** Opening Data excerpts block **

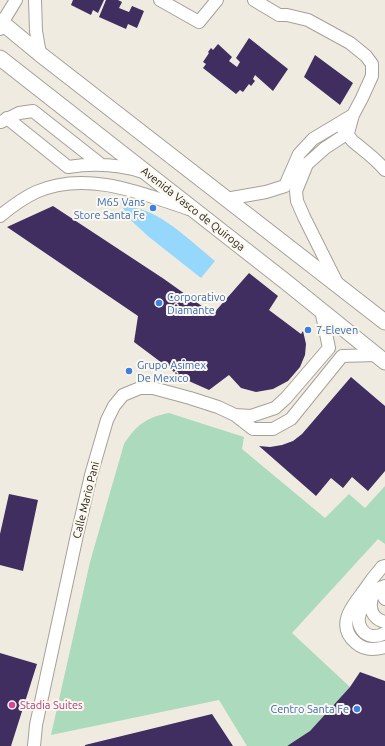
<!DOCTYPE html>
<style>
body{margin:0}
canvas{display:block;background:#f0ebe1}
</style>
<canvas width="385" height="746"></canvas>
<script>
const g = document.querySelector('canvas').getContext('2d');
g.lineJoin = 'round';
function paint(path, color) { g.fillStyle = color; g.fill(path, 'evenodd'); }
function stroke(path, color, width, dash) { g.strokeStyle = color; g.lineWidth = width; g.lineCap = dash ? 'butt' : 'round'; g.setLineDash(dash || []); g.stroke(path); }
function label(font, color, halo, rows, align = 'center') {
  g.font = font + ' Ubuntu,sans-serif'; g.lineWidth = 4; g.setLineDash([]); g.textBaseline = 'middle'; g.strokeStyle = halo; g.fillStyle = color; for (const [text, x, y, turn = 0] of rows) {
    g.save(); g.translate(x, y); g.rotate((+turn || 0) * Math.PI / 180); g.textAlign = isNaN(turn) ? turn : align; if (halo) g.strokeText(text, 0, 0); g.fillText(text, 0, 0); g.restore();
  }
}
const green = new Path2D(`
 M169,413L244,437L242,449L325,518L349,494L365,508L385,486V544L378,539L292,633L350,687L310,731L287,746H247L219,700L51,735L90,562L124,444C136,425 147,417 169,413Z`);
const water = new Path2D(`
 M123,207C127,207 132,207 136,208C164,214 193,243 215,261L201,278L149,237L124,214Z`);
const building = new Path2D(`
 M73,0H104L98,13L93,10L91,15L71,5Z
 M106,0H118L122,2L119,8L129,12L132,6L144,11L137,28L128,24L126,29L99,17Z
 M249,38L288,69L273,91L255,75L253,79L255,81L251,86L249,84L243,92L240,90L236,94L203,68L206,64L203,62L209,53L208,52L211,48L213,50L218,44L232,57L229,61L237,67L240,62L236,58Z
 M315,55L353,83L340,105L304,77Z
 M53,206L164,279L213,314L249,273L278,296L269,310L301,334L303,331L306,344L305,355L300,367L288,381L273,389L256,392L241,388L229,375L209,390L182,378L134,342L138,316L7,227Z
 M351,377L385,406V471L368,491L352,477L343,488L331,478L316,496L259,446L270,447L282,445L293,441L302,434Z
 M9,494L38,500L23,571L0,565V534Z
 M0,653L37,664L11,746H0Z
 M360,672L385,681V746H287L310,731L350,687Z
 M212,714L233,746H85V745Z`);
const minor = new Path2D(`
 M35,0L36,31L40,54
 M160,0L199,22L217,0
 M254,0L279,15H287L308,20L350,43L366,56L372,64V76L362,98L353,115L348,133L325,148L307,164L296,191L297,201L304,217L338,285
 M0,29L2,23L16,0
 M7,118L68,167C94,163 118,164 143,172
 M1,122L19,113L33,111L99,163
 M343,129C348,133 350,140 355,143C366,152 376,159 385,170
 M226,199L266,192L285,186L299,154L313,139L353,115
 M0,216C11,207 23,198 36,192C86,170 141,193 189,209
 M235,415L251,416L275,408L286,398L329,348L321,310
 M385,566L382,567C375,575 369,583 363,592C351,607 336,626 356,643C364,650 375,650 385,647
 M385,586C366,591 366,618 385,622
 M385,590L383,595L385,599
 M362,593L364,606C350,623 366,644 385,633
 M34,746L36,725L77,535L91,475L107,420L114,406L123,395L140,388H153L190,398L218,407L235,415L253,429H273L291,419L342,356L376,355`);
const major = new Path2D(`
 M0,21L40,54L385,322
 M0,58L286,282L385,362`);
const markers = [
 [153,208,4,"#3f7fe0"],
 [159,303,4,"#3f7fe0"],
 [308,330,4,"#3f7fe0"],
 [129,371,4,"#3f7fe0"],
 [12,705,4,"#d1479c"],
 [357,709,4,"#3f7fe0"]
];
const shopNames = [
 ["M65 Vans",145,202,"right"],
 ["Store Santa Fe",145,215,"right"],
 ["Corporativo",167,297],
 ["Diamante",167,310],
 ["7-Eleven",316,330],
 ["Grupo Asimex",137,365],
 ["De Mexico",137,378],
 ["Centro Santa Fe",349,709,"right"]
];
const streetNames = [
 ["Avenida Vasco de Quiroga",193,209,38],
 ["Calle Mario Pani",86,500,-76]
];
const hotelNames = [
 ["Stadia Suites",20,705]
];
paint(green, '#acdabc');
paint(water, '#95d8fb');
paint(building, '#3f2e5f');
stroke(minor, '#a6a198', 14);
stroke(major, '#a6a198', 17);
stroke(minor, '#fff', 12);
stroke(major, '#fff', 15);
for (const [x, y, r, color] of markers) { const dot = new Path2D(); dot.arc(x, y, r, 0, 2 * Math.PI); g.fillStyle = color; g.fill(dot); stroke(dot, '#fdf8ee', 1.5); }
label('11px', '#366cbe', '#fdf8ee', shopNames, 'left');
label('11px', '#1b1a16', '#fdf8ee', streetNames);
label('11px', '#b23c85', '#fdf8ee', hotelNames, 'left');
</script>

** Closing Data excerpts block **

* Assignment
Above are the records; print exactly the lines from the line with "const building = new" to the line with "M360,672L385,681V746H287L310,731L350,687Z", including both, and nothing else.

* Reply
const building = new Path2D(`
 M73,0H104L98,13L93,10L91,15L71,5Z
 M106,0H118L122,2L119,8L129,12L132,6L144,11L137,28L128,24L126,29L99,17Z
 M249,38L288,69L273,91L255,75L253,79L255,81L251,86L249,84L243,92L240,90L236,94L203,68L206,64L203,62L209,53L208,52L211,48L213,50L218,44L232,57L229,61L237,67L240,62L236,58Z
 M315,55L353,83L340,105L304,77Z
 M53,206L164,279L213,314L249,273L278,296L269,310L301,334L303,331L306,344L305,355L300,367L288,381L273,389L256,392L241,388L229,375L209,390L182,378L134,342L138,316L7,227Z
 M351,377L385,406V471L368,491L352,477L343,488L331,478L316,496L259,446L270,447L282,445L293,441L302,434Z
 M9,494L38,500L23,571L0,565V534Z
 M0,653L37,664L11,746H0Z
 M360,672L385,681V746H287L310,731L350,687Z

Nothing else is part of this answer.